Hilltop Residential has raised $288 million through Growth Fund VI, where it plans to capitalize on the multifamily demand. Overall, the Houston-based firm anticipates purchasing a gross asset value that ranges between $1.5 billion and $2 billion.
Commitments came from a range of investor sectors, including insurance companies, national RIA platforms, family offices, financial institutions and endowments and foundations.
So far, Fund VI has acquired nine assets, with the investment total to date not revealed. Moreover, Hilltop said it has pinpointed more pipeline opportunities and expects to fully deploy the fund within the next couple of years.
Currently, Hilltop operates multifamily assets in 15 Southeast markets in the country. It manages 13,000 total units and a $3 billion portfolio.

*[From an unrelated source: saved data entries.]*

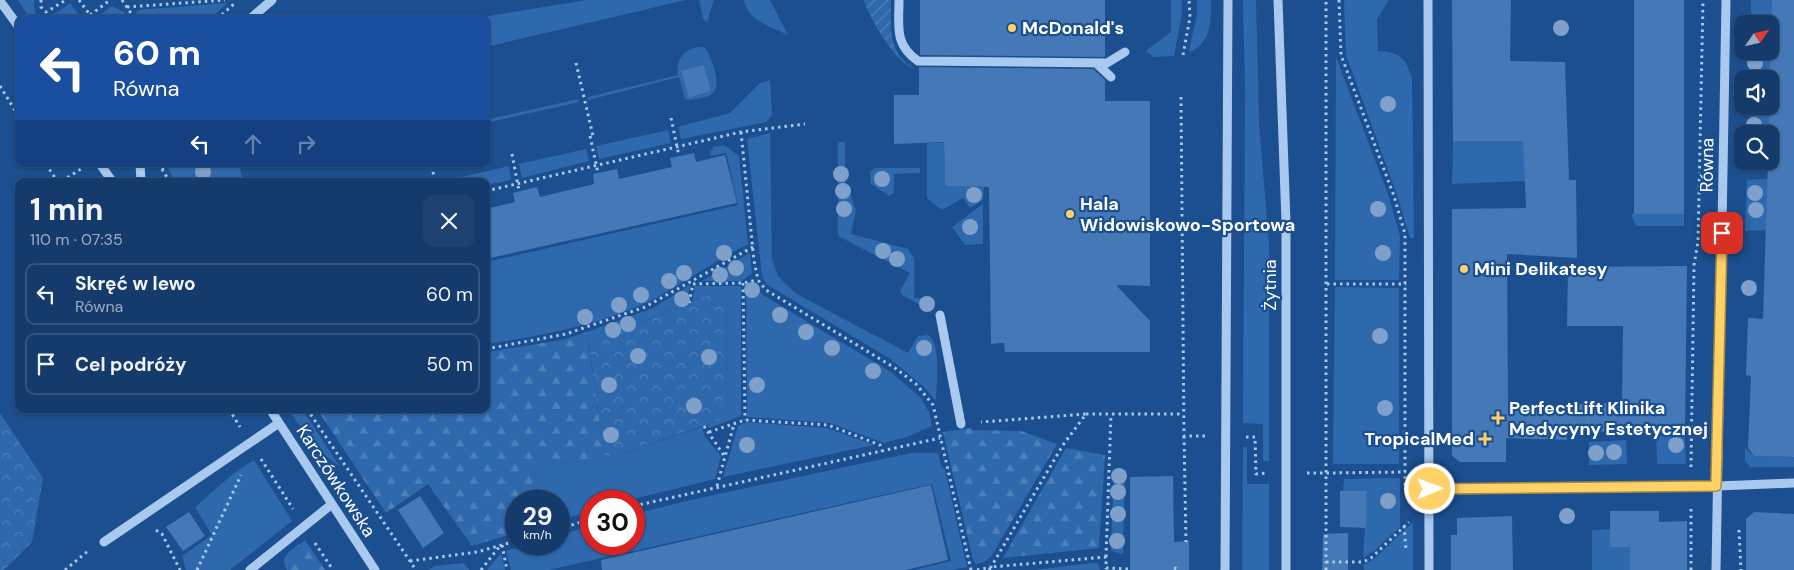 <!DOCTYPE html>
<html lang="pl">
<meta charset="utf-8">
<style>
:root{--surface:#143b6b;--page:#1d4271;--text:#f1f3f6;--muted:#9dadc1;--line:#33557e}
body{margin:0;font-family:"DM Sans",sans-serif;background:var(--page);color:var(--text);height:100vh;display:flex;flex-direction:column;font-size:19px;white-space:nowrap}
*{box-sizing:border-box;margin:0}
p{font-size:16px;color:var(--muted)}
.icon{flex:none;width:28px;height:28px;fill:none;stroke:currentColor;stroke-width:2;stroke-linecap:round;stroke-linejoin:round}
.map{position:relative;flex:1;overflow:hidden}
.details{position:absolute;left:15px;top:178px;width:475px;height:235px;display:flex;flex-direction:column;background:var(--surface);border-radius:10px;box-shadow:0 1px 4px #0004,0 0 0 1px var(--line)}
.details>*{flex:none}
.hud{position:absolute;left:15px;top:15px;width:475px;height:152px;border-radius:10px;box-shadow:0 1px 4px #0004,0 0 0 1px var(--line);background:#1a4fa0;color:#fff;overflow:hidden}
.needle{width:32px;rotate:56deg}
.fabs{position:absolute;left:1734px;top:15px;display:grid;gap:10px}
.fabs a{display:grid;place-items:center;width:45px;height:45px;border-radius:10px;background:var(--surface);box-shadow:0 1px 4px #0004,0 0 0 1px var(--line);font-size:25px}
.speed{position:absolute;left:505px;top:490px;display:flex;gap:10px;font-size:25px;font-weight:700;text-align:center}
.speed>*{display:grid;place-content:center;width:65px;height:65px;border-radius:50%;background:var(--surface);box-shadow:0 1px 4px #0004,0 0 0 1px var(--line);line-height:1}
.speed small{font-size:12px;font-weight:400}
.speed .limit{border:8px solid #d22;background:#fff;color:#111}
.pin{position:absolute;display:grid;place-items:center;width:42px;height:42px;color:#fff;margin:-21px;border-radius:10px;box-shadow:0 2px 8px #0006}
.me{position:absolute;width:55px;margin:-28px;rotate:89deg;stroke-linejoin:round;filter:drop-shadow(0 0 4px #0008)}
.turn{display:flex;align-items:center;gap:18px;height:105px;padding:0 15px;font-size:22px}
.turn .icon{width:65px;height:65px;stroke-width:2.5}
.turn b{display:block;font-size:35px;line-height:42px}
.lanes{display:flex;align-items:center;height:48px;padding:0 15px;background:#0003;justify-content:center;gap:25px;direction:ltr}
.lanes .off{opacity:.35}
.round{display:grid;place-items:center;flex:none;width:52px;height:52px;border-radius:10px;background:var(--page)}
.head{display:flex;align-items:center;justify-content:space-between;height:85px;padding:0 15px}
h1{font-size:30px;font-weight:800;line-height:38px}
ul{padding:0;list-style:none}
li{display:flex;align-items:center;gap:15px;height:62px;margin:0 10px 8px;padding:0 5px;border:2px solid var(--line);border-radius:10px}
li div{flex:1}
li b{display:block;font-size:19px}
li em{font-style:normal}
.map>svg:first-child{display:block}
.grass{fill:#2e69ad;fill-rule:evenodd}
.forest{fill:url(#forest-firs)}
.park{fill:url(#park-crowns)}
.garden{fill:url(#garden-furrows)}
.building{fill:#4478b7}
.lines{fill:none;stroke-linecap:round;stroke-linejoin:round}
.path{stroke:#a9c9ee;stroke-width:3;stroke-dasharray:2.5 4;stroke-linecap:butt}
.minor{stroke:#a9c9ee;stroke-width:9}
.tree{fill:#7ea0ca}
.route-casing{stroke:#a68842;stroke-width:12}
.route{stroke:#ffd166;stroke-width:9}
.poi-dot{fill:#ffd166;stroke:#1b4f8f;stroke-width:2}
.labels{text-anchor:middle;stroke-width:4.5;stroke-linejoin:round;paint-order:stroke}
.poi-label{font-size:18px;font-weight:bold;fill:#fff;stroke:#1b4f8f;text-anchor:start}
.street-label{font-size:18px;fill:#fff;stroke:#1b4f8f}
</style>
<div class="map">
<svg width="1794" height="570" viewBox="0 0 1794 570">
<defs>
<pattern id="forest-firs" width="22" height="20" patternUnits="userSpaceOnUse" patternTransform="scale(1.25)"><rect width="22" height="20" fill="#2e69ad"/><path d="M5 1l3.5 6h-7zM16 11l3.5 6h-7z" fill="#4d80b9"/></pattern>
<pattern id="park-crowns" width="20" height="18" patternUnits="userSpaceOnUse" patternTransform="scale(1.25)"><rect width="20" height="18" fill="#2e69ad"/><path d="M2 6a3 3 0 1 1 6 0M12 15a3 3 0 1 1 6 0" fill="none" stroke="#4d80b9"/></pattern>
<pattern id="garden-furrows" width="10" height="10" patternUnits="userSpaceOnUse" patternTransform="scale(1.25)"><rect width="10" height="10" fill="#2e69ad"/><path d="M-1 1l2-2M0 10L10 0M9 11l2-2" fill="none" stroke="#4d80b9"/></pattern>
</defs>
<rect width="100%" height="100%" fill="#1b4f8f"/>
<path class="grass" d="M18,0H34C32,31 60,11 70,3L79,15L72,19H30Z
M587,0H686L486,47V19H470Z
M699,0H714L707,22L703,19Z
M744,0H770L788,35C772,27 746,20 744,0Z
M1171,0H1182V13L1174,56L1154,57L1147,52V50L1171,32Z
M1197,0H1211C1211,21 1212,40 1191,52L1189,50L1197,14Z
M1243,0H1256L1259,122L1269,244V461H1263V424L1243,423L1245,89Z
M1344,0H1389L1377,19L1378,51C1399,52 1405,57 1412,78L1414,238H1410L1397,195L1346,55Z
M1751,0H1772L1771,43L1770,24H1751Z
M227,3L210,19H140L136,13L139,10Z
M112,6L124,12L128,19H94Z
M699,47H704C711,54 721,83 714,92C709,98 695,99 688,100L685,99L679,77L588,100V97L678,75C676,60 683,49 699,47ZM704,65L711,91L689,98L681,72Z
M1750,51H1771L1770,79H1750Z
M1336,57L1389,197L1400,236L1399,280H1335Z
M770,80L772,115L766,122L681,139L678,127L730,113L760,83Z
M578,99L579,102L486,123V120Z
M1750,106H1769L1768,134H1749Z
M668,130L671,143L599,159L596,146Z
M770,133L772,259L778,276L795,293L908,353L918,336L928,335C942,343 936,385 936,401L923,386L889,358L766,284L762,276L747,139Z
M1526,133L1525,181L1452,184L1453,141H1510Z
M838,142H845V181L856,210L851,234L908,249L914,258V298L931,299L934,304L932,307L926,308L902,295L900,291L910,273L838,236Z
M927,143H944L945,186L984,187L983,200L970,208L963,198L944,209L939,208L927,198Z
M724,145L739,156L748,244C716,260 687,281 656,298C604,324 543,336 486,344V262L738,205L726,153L711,156L710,151L713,150V147Z
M586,149L589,161L522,178L519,164Z
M172,164H239L243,181H175L168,169Z
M509,166L511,180L486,185V181H444Z
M875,168H920V173L894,174V193L889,196L871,184L870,172Z
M1768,179L1767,230L1745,231L1747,180Z
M983,204V244L965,245L952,227Z
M1631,214H1684V226H1636Z
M750,253L752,273L742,281H702Z
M690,285L686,304L589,344L587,332L653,308Z
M695,286H741V416L709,428L707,425L727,418L726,288L692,302Z
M755,286L763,295L891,372L921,398L929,412L932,426L907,437L884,443L830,423L747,417L746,287Z
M1335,287L1399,288V464H1333Z
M288,409H302L340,467L314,447Z
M747,422L827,428L874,445L723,477L738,426Z
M702,427L705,437L721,456L715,479L625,501H591V511L559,521V501H531L537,465L605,459Z
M1685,435L1686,464H1657L1656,436Z
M1626,440L1627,464L1589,465V442Z
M1243,447H1247V484H1269V570H1242Z
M1745,448L1754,456L1794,457V467H1750L1745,461Z
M911,453H938L941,466L945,470L967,567L952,570H914L951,561L932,484L548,570H511L506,551L530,544H559V535L591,526V544H634V514L695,499Z
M254,460L292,521L230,570H186L182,556L212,535L195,507L235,472Z
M1114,470H1125L1123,554L1111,551Z
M1400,478V527L1375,550L1363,558L1367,492L1343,491L1344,479Z
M1413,522V570H1364L1363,565L1374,559Z
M1610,529V547H1630V570H1592V530Z
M501,553L505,570H487Z
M464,563L469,570H428L435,566Z
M1091,563H1098L1100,570H1035Z"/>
<path class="forest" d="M587,332L605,459L537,465L531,501H516V533L472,546L428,484L386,513L317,409H486V352L562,340Z
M971,428L972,430L1021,431L1057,444L991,557L984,562L976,564L973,560L943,432Z
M1066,448L1105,455L1099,548L1003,558Z
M305,540L325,570H287C277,556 295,548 305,540Z"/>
<path class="park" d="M726,288L727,418L605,459L589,344Z
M0,413L43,478L32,542L4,570H0Z"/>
<path class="garden" d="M864,0H891C891,29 887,52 915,69C896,64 869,18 864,0Z"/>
<path class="building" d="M920,0H1105V57L920,55Z
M1452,0H1511L1510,61L1565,62L1569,180H1576L1577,258L1507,254L1508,404L1568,405L1622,402L1623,326H1567L1568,267L1687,266L1685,429L1567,433V440L1506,438V462H1460L1452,456V209L1526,208L1523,141H1453Z
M1634,0H1684V214H1634Z
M1772,0H1794V457L1754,456L1748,448L1751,376L1746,375L1748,318L1763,319L1768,161H1770V134H1768Z
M704,65L711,91L689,98L681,71Z
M919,67L1093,69L1105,80V101H1150V286L1116,285L1150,321V352H1005L1004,343L991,344L989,187L945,186L944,142L894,144V95H919Z
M694,153L696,162L725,155L737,203L486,259V209L515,202L513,193L537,187L540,197L594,184L593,174L617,169L619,179L672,167L670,158Z
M1173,476L1174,542L1189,541V570H1130V477Z
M931,485L948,560L906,570H602L601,560Z
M1340,491H1367L1366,528L1340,527Z
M420,496L444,533L423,548L398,510Z
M1610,511H1659V522L1687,521V570H1630V547H1610Z
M189,512L205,536L183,551L166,527Z
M1754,512L1794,514V570H1746V519Z
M1512,516L1513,570H1451V535H1457V518Z
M1348,533V570H1322L1323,534Z"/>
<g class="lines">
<path class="path" d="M41,0V7L46,12L66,0
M79,0L90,15
M122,0L135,19
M1339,0L1341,55L1394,196L1405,234V487L1409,490
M127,7L225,0
M331,18V19
M85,19L110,0
M217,19L234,4
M1183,55L1190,17L1189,0
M576,63L593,136
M0,86L19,117
M1181,97L1184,436H1205
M671,118L679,156
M741,132L754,261L758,280L766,290L895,368L916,384L933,405L971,570
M590,136L598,173
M512,154L519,191
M46,164L57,181
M440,164L442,170
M162,169L169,181
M162,169L166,164
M433,172L435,181
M62,181L81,169
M486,191L741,132L805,124
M743,283L745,420
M693,284L743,283L758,280
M1327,284H1406
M689,303L693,284
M486,349L566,334L645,307L753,247
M229,409L240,427
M307,409L416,570
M1086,414H1183
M704,426L725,457
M709,432L745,420L828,425L880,445L882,451
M1184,436L1186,542
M1246,437H1255L1256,474L1267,473
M261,459L293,509
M1691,467L1694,265L1698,242L1703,0
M1307,473H1326V0
M717,486L734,424
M634,506L940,438
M1404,526L1406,550
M559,529L591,519
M156,530L162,534L180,570
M1739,530L1741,570
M315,543L333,570
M502,545L507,570
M1106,557L1111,414
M410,561L477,552L516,541
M1326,562H1363L1371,558L1409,522
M1174,568L1178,569
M65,570L88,551
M197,570L241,475
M481,570L499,547
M977,570L991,567L1063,445L1086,414L981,422
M989,570L991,567L1106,557V568L1130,569
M1326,570V473L1406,472
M1691,570V506"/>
<path class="minor" d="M899,0C899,27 894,44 918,61L1107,63L1125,52
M1278,0L1286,222V570
M1428,0L1429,570
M0,1L19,27
M250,19L272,0
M1096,63L1111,77
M100,164L112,181
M140,164L141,181
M940,315L961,424
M270,409L375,570
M1430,489L1692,487L1794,483
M104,542L279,423
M250,570L332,504
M1225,570L1228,0
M1716,570L1726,0"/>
</g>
<g class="tree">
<circle cx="1561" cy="28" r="8"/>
<circle cx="1755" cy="63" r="8"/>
<circle cx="1388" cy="104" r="8"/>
<circle cx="1754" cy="125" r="8"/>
<circle cx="203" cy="172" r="8"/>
<circle cx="841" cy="174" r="8"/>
<circle cx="882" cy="179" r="8"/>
<circle cx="843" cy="191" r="8"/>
<circle cx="1755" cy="193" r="8"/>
<circle cx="974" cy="195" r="8"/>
<circle cx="844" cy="209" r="8"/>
<circle cx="1378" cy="209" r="8"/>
<circle cx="1756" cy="210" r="8"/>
<circle cx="970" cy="227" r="8"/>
<circle cx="883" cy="251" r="8"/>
<circle cx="724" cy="253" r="8"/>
<circle cx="1383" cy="253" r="8"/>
<circle cx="897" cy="259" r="8"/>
<circle cx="736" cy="268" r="8"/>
<circle cx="684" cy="273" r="8"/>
<circle cx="720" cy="275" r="8"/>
<circle cx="669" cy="281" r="8"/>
<circle cx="1749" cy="288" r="8"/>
<circle cx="752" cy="290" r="8"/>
<circle cx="641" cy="295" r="8"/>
<circle cx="682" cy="299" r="8"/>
<circle cx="927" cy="304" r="8"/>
<circle cx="619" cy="305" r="8"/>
<circle cx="780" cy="315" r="8"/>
<circle cx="585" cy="317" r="8"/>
<circle cx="628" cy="324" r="8"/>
<circle cx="613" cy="330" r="8"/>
<circle cx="806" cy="332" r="8"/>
<circle cx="1380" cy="336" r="8"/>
<circle cx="832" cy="348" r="8"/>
<circle cx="924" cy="348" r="8"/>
<circle cx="638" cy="356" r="8"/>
<circle cx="709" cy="357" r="8"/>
<circle cx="873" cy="371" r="8"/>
<circle cx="609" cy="385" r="8"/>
<circle cx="757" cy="385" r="8"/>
<circle cx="694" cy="406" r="8"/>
<circle cx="1385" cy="408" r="8"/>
<circle cx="611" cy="435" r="8"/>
<circle cx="747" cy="445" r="8"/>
<circle cx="1676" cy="445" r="8"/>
<circle cx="1614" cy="452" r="8"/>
<circle cx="1596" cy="453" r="8"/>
<circle cx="1119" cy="476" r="8"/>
<circle cx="1118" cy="492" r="8"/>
<circle cx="1388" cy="501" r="8"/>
<circle cx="1118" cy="514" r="8"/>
<circle cx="1567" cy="516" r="8"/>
<circle cx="1117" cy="541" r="8"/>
</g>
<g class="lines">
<defs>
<path id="route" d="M1430,489L1716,486L1722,233"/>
</defs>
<use href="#route" class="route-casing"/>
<use href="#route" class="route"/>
</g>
<g class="poi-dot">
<circle cx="1012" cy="28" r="5"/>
<circle cx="1070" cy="214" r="5"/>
<circle cx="1464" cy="269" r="5"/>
<path d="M1495.5 410.5h5v5h5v5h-5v5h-5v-5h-5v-5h5z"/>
<path d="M1482.5 431.5h5v5h5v5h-5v5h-5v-5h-5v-5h5z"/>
</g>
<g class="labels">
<g class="poi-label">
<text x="1022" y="34">McDonald's</text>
<text x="1080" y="210">Hala<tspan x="1080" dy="21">Widowiskowo-Sportowa</tspan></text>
<text x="1474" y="275">Mini Delikatesy</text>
<text x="1509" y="414">PerfectLift Klinika<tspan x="1509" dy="21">Medycyny Estetycznej</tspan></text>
<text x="1474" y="445" text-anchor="end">TropicalMed</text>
</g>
<g class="street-label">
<text transform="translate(1707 165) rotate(-89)" y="6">Równa</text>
<text transform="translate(1270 285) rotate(-90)" y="6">Żytnia</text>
<text transform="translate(336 481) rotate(57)" y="6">Karczówkowska</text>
</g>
</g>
</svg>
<div class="fabs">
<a><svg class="needle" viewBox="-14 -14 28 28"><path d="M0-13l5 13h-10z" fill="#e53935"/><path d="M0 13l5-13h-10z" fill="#9dadc1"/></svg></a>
<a><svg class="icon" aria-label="sound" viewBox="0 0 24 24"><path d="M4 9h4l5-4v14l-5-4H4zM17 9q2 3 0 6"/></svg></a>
<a><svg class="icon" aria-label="search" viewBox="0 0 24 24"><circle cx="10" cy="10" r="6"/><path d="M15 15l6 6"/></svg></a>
</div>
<div class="speed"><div>29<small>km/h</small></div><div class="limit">30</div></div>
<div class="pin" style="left:1722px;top:233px;background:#d93025"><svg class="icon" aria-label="arrive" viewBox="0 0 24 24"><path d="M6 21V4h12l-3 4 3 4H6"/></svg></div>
<svg class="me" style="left:1430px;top:489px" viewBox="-20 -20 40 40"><circle r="17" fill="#ffd166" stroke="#fff" stroke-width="3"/><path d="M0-11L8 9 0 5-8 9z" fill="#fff"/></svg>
<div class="hud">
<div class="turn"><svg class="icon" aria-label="left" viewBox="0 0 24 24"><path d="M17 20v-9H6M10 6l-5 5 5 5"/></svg><div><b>60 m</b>Równa</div></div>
<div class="lanes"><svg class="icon" aria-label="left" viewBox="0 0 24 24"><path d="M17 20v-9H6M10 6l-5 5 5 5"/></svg><svg class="icon off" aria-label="ahead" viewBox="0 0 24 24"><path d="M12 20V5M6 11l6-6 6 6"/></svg><svg class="icon off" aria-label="right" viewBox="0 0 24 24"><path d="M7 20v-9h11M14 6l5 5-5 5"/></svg></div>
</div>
<section class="details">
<div class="head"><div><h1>1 min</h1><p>110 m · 07:35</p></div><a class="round"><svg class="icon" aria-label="close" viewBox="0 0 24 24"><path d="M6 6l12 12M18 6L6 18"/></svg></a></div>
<ul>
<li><svg class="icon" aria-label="left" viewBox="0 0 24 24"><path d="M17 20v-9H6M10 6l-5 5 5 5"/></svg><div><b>Skręć w lewo</b><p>Równa</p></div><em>60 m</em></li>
<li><svg class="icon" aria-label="arrive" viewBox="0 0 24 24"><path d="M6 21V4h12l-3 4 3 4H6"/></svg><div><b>Cel podróży</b></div><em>50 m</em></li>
</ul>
</section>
</div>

The strategy for Hilltop on the acquisition front remains targeting growth markets where it can deploy capital improvements and maximize value on high-quality properties, according to Greg Finch, managing partner of the firm.
"Today's capital markets dislocation is creating an attractive entry point for well-capitalized operators, enabling us to acquire high-quality communities at compelling bases," he said.
"By targeting markets characterized by robust population growth, diversifying employment bases, and favorable business climates, Hilltop aims to capitalize on the structural tailwinds driving multifamily demand across the region."
The latest move for Hilltop marks the biggest fundraising on record for the company.
For the multifamily sector, March marked another tough month for rents, as new supply continues to put pressure on the sector. The average median for apartments was $1,669 across the 50 largest U.S. metros, down 1.5 percent year-over-year, according to a report from Realtor. Specifically, two-bedroom apartments are struggling the most, with rents declining by 1.7 percent to $1,859.